Fig. 7. Dietary PUFA supplementation mirrors the enhanced efficacy of PD-L1 blockade by ACLY inhibition.

(A and B) Tumor growth (A) and tumor burdens (B) in C57BL/6 mice injected subcutaneously with Pan02 cells with the treatment of ALA and αPD-L1 antibodies either alone or in combination. (C and D) Tumor growth (C) and tumor burdens (D) in C57BL/6 mice injected subcutaneously with Pan02 cells with treatment of EPA and αPD-L1 antibodies either alone or in combination. (E and F) Flow staining and frequency of indicated cells in indicated tumors. (G and H) Flow staining and frequency of indicated cells in indicated tumors. (I and J) Tumor growth (I) and tumor burdens (J) in C57BL/6 mice injected subcutaneously with Pan02 cells with cGAS KO or not with the treatment of ALA and αPD-L1 antibodies either alone or in combination. (K and L) Tumor growth (K) and tumor burdens (L) in C57BL/6 mice injected subcutaneously with Pan02 cells with cGAS KO or not with treatment of EPA and αPD-L1 antibodies either alone or in combination. (M) Summary scheme.
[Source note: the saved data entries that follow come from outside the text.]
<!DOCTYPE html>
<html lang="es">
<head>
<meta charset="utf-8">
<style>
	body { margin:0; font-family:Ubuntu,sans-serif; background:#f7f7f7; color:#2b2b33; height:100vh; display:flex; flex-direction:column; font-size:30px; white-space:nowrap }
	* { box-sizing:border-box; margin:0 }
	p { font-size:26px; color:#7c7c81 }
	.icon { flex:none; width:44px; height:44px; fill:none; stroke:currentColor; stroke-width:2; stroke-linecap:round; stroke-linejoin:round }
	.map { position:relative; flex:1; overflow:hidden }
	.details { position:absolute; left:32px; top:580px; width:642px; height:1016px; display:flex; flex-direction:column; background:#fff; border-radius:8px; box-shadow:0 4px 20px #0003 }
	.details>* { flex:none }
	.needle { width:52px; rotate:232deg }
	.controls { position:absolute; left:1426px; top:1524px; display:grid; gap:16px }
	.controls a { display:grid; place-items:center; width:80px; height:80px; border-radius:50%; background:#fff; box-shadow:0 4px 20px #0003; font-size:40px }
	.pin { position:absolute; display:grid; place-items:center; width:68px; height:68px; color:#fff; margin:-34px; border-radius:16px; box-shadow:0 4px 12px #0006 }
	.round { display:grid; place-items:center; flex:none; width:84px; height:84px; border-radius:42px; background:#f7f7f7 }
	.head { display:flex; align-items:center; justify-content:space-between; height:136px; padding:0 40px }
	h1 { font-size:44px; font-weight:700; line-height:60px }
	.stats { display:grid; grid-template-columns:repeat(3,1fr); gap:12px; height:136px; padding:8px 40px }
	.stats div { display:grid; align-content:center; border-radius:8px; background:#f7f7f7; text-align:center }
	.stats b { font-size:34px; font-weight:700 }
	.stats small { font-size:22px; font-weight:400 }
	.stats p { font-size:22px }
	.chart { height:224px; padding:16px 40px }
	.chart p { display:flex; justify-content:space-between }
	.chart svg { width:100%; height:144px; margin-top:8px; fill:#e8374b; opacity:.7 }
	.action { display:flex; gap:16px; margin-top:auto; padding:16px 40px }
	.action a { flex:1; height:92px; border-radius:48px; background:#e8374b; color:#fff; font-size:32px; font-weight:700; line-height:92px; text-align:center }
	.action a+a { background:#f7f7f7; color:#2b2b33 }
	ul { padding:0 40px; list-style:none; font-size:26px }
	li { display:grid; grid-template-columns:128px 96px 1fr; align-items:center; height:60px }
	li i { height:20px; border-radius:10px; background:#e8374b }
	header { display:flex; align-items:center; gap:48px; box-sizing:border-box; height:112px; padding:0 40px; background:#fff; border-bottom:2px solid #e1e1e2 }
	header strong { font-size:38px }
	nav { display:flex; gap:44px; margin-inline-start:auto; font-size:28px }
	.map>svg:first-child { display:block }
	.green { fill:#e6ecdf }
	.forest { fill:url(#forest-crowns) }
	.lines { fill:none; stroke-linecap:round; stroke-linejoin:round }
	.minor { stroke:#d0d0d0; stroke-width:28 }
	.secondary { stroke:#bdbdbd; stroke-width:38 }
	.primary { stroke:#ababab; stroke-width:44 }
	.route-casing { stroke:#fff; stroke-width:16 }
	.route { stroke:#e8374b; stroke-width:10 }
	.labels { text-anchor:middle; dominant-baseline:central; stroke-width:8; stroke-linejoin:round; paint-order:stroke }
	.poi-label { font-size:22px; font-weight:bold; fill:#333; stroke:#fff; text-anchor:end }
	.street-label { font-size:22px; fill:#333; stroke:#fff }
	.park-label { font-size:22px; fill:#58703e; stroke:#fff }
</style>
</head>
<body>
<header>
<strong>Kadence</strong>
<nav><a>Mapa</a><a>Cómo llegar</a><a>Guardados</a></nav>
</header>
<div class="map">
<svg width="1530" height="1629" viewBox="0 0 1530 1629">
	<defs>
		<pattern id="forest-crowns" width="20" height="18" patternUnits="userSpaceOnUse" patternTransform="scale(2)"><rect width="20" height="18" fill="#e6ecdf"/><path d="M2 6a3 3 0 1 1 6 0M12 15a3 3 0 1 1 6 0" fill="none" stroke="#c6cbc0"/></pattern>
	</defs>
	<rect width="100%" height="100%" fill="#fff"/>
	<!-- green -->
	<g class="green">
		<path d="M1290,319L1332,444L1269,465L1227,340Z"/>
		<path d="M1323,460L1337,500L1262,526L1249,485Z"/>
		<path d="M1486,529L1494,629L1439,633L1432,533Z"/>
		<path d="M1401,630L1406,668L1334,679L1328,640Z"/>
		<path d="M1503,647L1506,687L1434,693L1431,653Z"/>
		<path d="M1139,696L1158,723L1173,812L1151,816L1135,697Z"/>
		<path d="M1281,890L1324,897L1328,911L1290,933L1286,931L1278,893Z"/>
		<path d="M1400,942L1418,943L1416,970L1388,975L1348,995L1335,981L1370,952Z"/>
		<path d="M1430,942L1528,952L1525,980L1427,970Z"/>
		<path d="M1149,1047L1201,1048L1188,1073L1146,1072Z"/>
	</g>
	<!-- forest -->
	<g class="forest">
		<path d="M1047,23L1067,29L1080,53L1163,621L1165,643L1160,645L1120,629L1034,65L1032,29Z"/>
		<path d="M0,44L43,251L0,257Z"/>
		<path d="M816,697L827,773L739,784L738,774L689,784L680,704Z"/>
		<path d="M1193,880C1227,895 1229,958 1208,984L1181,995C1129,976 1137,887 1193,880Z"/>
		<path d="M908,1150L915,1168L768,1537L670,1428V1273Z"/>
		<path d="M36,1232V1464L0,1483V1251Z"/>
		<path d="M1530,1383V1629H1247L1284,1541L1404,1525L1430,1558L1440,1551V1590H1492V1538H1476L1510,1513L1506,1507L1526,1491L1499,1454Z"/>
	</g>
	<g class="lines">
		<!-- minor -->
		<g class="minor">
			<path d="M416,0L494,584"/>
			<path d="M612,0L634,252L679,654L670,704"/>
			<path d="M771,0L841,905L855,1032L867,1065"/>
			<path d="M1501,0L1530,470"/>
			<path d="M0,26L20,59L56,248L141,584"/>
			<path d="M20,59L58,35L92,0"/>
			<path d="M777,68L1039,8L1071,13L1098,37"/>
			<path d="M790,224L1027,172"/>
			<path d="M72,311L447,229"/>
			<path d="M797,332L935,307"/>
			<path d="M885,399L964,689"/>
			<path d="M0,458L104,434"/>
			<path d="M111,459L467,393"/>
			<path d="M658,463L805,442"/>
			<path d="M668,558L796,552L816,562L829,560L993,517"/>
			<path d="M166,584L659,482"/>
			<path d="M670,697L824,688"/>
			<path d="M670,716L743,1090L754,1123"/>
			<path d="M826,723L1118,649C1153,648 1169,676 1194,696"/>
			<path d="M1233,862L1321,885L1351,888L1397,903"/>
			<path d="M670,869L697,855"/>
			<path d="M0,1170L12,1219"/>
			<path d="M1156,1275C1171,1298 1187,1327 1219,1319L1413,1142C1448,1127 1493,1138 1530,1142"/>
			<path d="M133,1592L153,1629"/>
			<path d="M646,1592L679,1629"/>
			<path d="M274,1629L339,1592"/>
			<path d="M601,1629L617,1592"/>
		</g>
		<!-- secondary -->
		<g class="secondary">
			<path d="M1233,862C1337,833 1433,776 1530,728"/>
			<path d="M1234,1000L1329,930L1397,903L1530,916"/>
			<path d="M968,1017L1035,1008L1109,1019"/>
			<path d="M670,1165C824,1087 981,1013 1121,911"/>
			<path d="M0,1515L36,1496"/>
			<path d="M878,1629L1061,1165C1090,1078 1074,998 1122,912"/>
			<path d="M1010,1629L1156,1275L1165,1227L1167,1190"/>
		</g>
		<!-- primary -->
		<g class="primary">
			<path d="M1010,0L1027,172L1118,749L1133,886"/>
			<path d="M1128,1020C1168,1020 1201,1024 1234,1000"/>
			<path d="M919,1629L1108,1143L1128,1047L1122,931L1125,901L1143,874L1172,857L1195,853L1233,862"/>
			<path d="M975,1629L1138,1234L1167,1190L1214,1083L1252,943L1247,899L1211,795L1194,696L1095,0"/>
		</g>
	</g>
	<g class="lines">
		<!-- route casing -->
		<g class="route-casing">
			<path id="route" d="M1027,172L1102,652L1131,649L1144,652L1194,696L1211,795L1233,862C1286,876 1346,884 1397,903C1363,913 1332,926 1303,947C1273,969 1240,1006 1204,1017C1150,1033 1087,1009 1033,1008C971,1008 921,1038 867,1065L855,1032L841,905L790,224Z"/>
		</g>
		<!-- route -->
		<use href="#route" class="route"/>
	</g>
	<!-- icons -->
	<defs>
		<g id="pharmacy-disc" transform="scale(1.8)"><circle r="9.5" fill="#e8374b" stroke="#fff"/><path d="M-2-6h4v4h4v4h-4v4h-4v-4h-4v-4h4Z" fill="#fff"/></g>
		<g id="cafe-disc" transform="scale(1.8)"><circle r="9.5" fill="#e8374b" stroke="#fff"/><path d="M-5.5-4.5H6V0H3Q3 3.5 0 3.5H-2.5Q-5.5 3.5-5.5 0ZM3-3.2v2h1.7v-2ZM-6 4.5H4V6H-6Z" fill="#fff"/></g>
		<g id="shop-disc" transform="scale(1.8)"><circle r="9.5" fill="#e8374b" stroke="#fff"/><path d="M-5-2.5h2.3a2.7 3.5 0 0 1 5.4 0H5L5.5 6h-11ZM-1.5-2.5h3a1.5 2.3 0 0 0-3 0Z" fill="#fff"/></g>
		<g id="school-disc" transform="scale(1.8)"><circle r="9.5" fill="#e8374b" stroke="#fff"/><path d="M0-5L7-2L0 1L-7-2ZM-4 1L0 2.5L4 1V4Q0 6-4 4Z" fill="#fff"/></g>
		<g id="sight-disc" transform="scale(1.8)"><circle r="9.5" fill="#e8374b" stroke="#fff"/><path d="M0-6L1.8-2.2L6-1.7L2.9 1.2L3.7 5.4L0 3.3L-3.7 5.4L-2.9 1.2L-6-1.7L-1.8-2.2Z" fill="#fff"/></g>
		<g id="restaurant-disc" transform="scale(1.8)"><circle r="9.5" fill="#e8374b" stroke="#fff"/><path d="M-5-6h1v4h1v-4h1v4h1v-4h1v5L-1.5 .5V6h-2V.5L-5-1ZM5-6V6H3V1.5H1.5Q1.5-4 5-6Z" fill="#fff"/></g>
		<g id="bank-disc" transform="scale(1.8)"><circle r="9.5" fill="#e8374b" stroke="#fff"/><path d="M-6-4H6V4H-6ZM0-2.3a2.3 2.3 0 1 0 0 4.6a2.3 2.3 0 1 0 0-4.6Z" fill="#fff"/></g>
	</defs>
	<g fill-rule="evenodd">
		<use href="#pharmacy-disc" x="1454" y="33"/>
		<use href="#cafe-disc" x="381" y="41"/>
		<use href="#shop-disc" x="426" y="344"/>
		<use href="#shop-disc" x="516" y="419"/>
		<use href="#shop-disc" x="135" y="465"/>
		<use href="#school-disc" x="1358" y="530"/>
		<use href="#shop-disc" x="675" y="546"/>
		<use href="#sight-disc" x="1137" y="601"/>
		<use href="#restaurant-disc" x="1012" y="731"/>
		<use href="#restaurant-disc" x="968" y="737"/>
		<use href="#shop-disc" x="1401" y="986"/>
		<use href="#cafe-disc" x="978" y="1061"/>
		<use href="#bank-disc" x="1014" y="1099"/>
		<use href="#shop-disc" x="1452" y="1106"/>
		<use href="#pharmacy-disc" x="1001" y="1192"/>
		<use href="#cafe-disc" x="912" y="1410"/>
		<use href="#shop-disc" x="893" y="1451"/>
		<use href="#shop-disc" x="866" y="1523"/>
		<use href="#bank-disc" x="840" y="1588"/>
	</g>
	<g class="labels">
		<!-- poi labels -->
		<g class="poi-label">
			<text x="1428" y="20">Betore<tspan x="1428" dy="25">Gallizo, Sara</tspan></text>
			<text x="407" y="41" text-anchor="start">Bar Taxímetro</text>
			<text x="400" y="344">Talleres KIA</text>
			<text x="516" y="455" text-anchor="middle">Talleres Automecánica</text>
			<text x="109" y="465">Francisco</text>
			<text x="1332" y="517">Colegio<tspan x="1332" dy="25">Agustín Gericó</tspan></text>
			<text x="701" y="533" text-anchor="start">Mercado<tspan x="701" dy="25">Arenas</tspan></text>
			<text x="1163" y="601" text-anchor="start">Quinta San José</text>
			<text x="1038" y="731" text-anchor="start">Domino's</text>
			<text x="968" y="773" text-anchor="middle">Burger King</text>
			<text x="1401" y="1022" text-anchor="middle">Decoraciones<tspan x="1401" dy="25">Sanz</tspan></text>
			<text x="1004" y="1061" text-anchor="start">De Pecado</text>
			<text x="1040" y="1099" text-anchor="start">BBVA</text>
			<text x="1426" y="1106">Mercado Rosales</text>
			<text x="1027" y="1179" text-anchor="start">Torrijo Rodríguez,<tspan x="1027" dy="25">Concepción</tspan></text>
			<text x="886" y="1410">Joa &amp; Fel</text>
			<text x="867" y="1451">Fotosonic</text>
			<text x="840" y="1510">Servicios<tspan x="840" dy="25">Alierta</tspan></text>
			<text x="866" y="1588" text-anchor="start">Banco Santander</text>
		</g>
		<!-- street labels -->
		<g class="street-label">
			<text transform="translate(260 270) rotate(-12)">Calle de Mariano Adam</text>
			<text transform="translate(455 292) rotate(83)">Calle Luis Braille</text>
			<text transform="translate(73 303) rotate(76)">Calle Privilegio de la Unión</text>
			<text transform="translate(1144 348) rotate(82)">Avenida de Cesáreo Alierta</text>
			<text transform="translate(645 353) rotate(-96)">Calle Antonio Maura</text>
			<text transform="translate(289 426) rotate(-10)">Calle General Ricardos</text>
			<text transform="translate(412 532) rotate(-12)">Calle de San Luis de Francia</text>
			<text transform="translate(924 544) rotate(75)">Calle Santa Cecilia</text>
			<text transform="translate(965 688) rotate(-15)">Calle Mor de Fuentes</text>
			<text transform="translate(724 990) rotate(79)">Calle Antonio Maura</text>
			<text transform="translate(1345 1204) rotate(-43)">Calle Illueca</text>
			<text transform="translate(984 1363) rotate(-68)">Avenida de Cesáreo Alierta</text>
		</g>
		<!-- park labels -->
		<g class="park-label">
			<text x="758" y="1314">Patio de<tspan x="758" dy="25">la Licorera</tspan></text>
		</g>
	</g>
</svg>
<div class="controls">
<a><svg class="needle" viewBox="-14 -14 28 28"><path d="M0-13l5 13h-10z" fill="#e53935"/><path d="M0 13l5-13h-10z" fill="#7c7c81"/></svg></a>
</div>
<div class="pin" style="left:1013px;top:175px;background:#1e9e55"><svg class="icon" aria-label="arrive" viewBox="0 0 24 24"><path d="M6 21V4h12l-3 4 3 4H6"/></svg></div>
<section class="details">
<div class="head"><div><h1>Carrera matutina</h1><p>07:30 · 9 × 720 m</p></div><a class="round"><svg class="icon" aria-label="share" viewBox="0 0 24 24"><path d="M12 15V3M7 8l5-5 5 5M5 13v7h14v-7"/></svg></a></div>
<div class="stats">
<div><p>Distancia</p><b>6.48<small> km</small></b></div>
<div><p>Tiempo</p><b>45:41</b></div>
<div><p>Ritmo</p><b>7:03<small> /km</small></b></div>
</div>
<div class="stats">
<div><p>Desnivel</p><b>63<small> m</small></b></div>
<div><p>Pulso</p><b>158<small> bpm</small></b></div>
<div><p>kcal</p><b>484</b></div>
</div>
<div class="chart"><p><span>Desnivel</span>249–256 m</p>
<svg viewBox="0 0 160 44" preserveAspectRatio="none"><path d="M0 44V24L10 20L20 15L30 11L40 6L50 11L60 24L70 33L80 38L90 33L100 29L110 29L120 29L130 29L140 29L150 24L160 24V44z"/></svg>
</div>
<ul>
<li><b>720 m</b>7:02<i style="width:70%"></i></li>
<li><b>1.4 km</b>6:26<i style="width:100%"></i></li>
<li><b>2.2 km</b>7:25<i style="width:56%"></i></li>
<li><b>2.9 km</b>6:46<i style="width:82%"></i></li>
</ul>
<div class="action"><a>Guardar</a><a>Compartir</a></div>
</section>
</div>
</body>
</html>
ACLY activation sustains higher de novo fatty acid (FA) synthesis to prevent excessive PUFA uptake, while ACLY inhibition reduces de novo FA synthesis but enhances the uptake of excessive PUFAs, which induces mitochondrial damage via lipid peroxidation, further triggering mtDNA leakage to activate the cGAS-STING pathway and lastly boosting PD-(L)1 blockade efficacy. n = 6 mice per group from one independent experiment [(A) and (B)]; n = 5 mice per group from one independent experiment [(C), (D), and (I) to (L)]; n = 3 biological replicates from one independent experiment [(F), (G), and (M) to (O)]. Statistical significance was assessed by two-way ANOVA [(A), (C), (I), and (K)] and one-way ANOVA [(B), (D) to (H), (J), and (L)]; *P < 0.05; **P < 0.01; ***P < 0.001.